Look for "halo" in each line of the entries, and return the matching lines.

##### INFORMATION PROVIDED #####

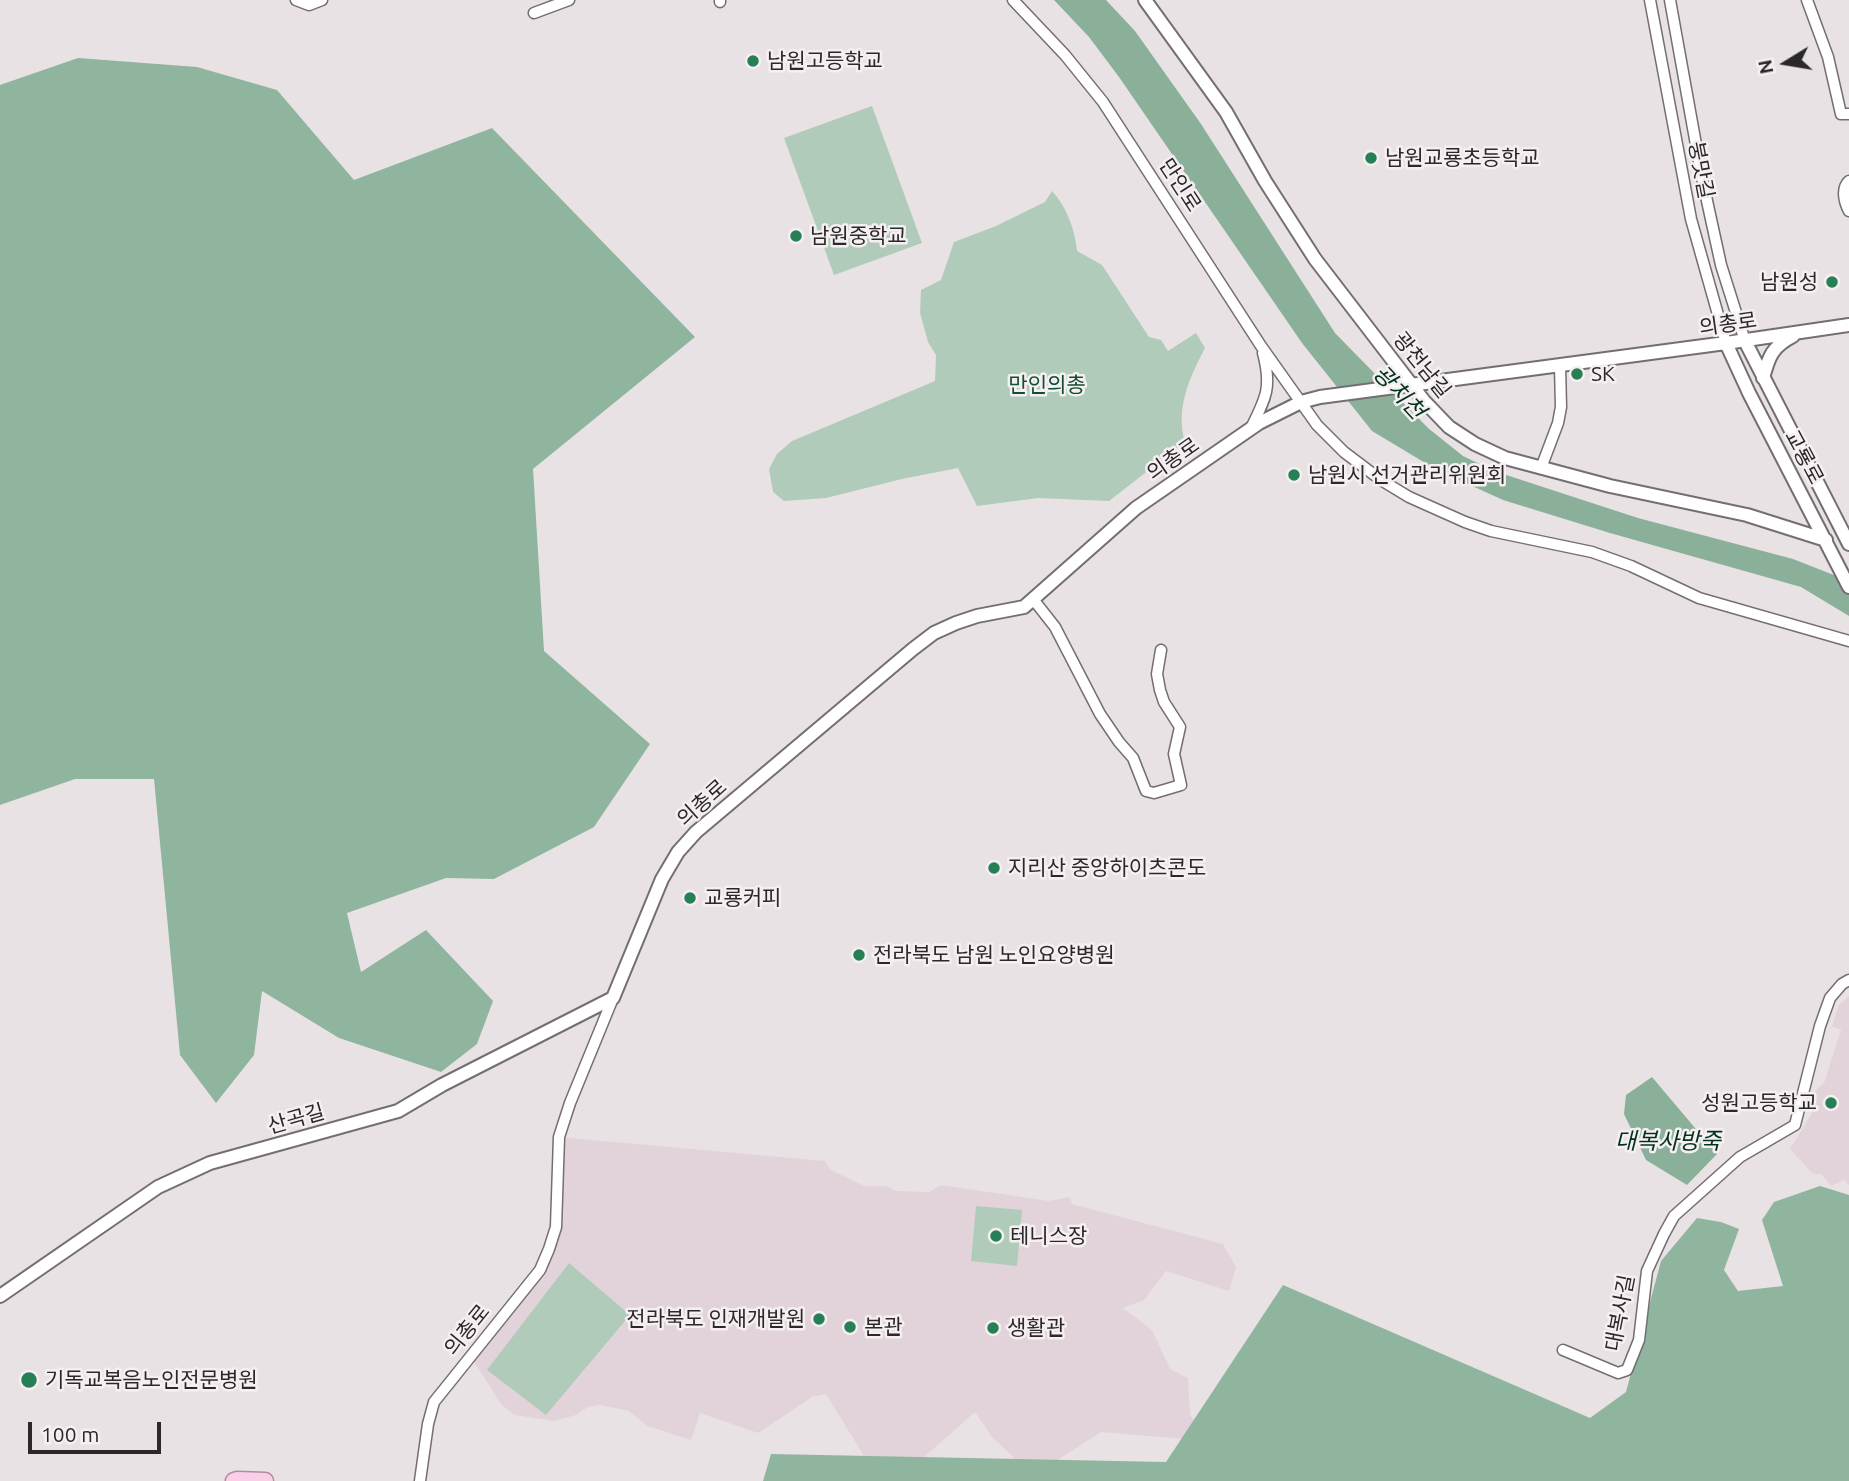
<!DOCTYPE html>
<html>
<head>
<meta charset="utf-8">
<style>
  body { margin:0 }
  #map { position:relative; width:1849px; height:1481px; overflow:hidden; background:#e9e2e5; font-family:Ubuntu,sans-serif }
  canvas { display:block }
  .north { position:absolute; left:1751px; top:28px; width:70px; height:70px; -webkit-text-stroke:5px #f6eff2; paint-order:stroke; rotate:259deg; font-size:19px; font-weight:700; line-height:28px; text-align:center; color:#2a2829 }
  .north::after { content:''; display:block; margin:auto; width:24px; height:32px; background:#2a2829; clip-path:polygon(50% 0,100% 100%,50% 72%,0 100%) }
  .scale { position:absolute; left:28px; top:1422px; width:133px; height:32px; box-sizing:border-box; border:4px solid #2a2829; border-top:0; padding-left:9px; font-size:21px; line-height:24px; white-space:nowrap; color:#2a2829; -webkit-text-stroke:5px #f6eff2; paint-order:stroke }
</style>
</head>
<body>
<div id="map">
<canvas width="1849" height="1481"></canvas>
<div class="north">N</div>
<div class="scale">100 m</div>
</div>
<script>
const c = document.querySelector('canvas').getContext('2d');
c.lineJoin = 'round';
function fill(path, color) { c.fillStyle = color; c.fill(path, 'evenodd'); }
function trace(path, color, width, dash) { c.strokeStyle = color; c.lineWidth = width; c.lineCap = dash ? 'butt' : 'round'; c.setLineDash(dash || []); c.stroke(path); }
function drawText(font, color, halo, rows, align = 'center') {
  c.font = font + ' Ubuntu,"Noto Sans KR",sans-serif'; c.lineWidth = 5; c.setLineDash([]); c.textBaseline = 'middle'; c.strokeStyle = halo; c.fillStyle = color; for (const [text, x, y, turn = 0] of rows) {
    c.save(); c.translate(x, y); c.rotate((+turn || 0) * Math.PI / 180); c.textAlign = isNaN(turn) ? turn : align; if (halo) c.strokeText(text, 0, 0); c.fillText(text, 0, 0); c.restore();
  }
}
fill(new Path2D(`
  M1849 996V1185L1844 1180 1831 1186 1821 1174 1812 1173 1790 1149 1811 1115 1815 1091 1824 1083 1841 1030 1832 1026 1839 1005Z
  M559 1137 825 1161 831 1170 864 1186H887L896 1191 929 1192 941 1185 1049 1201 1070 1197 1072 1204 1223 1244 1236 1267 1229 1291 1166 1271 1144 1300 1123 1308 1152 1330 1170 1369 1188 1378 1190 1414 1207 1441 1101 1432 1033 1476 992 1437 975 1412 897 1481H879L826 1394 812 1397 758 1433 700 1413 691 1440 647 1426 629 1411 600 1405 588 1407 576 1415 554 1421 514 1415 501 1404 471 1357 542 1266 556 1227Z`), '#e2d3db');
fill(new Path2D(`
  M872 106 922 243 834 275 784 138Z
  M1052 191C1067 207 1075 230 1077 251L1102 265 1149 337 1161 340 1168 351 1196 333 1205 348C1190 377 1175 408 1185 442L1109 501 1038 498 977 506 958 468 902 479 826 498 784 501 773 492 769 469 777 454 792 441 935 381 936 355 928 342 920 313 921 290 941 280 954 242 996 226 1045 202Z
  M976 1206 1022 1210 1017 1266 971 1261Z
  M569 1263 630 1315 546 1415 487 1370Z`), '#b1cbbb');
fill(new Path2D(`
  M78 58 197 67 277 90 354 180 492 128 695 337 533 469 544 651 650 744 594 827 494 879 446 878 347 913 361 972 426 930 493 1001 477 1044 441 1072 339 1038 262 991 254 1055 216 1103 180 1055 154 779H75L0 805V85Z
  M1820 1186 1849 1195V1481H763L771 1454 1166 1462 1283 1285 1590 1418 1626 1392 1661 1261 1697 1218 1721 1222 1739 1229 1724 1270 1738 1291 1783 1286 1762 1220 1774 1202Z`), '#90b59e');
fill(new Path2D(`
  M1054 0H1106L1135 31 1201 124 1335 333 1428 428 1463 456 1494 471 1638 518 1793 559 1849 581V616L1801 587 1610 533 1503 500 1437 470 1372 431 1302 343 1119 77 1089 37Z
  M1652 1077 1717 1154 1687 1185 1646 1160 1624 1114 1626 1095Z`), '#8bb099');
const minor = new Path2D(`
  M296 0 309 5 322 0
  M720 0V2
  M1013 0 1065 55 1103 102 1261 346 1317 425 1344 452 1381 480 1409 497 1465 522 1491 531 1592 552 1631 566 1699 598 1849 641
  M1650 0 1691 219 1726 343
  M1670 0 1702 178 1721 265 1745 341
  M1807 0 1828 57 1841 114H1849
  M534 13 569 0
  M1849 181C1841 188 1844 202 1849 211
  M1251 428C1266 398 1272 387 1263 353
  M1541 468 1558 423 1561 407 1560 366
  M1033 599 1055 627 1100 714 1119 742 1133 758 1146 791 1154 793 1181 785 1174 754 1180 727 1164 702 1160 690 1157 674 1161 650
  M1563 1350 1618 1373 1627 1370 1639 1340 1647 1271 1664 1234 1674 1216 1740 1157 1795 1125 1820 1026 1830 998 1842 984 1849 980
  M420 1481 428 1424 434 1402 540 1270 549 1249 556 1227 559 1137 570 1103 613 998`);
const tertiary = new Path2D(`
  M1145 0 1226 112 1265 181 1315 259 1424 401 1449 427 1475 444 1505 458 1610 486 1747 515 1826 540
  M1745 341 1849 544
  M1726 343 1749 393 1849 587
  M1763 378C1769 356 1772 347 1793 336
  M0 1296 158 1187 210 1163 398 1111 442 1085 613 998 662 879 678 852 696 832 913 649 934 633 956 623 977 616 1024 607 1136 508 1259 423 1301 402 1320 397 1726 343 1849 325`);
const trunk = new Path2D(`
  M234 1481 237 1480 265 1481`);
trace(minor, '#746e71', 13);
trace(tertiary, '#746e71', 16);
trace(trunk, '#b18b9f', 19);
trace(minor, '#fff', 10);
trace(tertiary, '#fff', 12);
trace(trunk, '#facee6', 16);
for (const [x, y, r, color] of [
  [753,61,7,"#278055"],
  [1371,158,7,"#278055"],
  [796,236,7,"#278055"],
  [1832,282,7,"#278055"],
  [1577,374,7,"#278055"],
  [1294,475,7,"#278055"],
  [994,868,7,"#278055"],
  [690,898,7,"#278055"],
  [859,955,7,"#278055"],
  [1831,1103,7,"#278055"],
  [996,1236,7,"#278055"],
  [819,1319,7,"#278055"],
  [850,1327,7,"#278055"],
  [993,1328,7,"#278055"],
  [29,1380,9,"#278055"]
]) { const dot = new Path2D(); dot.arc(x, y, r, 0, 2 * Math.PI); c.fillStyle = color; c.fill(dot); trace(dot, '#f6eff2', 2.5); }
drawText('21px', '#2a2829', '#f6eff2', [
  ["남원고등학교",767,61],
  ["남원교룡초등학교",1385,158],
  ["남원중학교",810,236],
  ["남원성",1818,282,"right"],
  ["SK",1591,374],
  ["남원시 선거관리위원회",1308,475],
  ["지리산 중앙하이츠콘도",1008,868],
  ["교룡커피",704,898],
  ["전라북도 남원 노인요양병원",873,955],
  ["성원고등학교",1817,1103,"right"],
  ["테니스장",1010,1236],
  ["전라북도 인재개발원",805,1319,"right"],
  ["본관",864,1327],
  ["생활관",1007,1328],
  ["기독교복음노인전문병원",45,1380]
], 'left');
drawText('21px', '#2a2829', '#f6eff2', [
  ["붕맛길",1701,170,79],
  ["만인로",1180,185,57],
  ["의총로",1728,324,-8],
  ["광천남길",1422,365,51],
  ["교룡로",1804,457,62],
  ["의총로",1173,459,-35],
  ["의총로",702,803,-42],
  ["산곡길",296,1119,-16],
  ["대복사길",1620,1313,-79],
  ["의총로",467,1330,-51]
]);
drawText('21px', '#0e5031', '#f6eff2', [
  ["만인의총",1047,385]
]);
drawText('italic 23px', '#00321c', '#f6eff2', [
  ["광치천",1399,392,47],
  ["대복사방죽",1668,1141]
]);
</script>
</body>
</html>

#####

RESULT FOR THIS EXERCISE.
function drawText(font, color, halo, rows, align = 'center') {
  c.font = font + ' Ubuntu,"Noto Sans KR",sans-serif'; c.lineWidth = 5; c.setLineDash([]); c.textBaseline = 'middle'; c.strokeStyle = halo; c.fillStyle = color; for (const [text, x, y, turn = 0] of rows) {
    c.save(); c.translate(x, y); c.rotate((+turn || 0) * Math.PI / 180); c.textAlign = isNaN(turn) ? turn : align; if (halo) c.strokeText(text, 0, 0); c.fillText(text, 0, 0); c.restore();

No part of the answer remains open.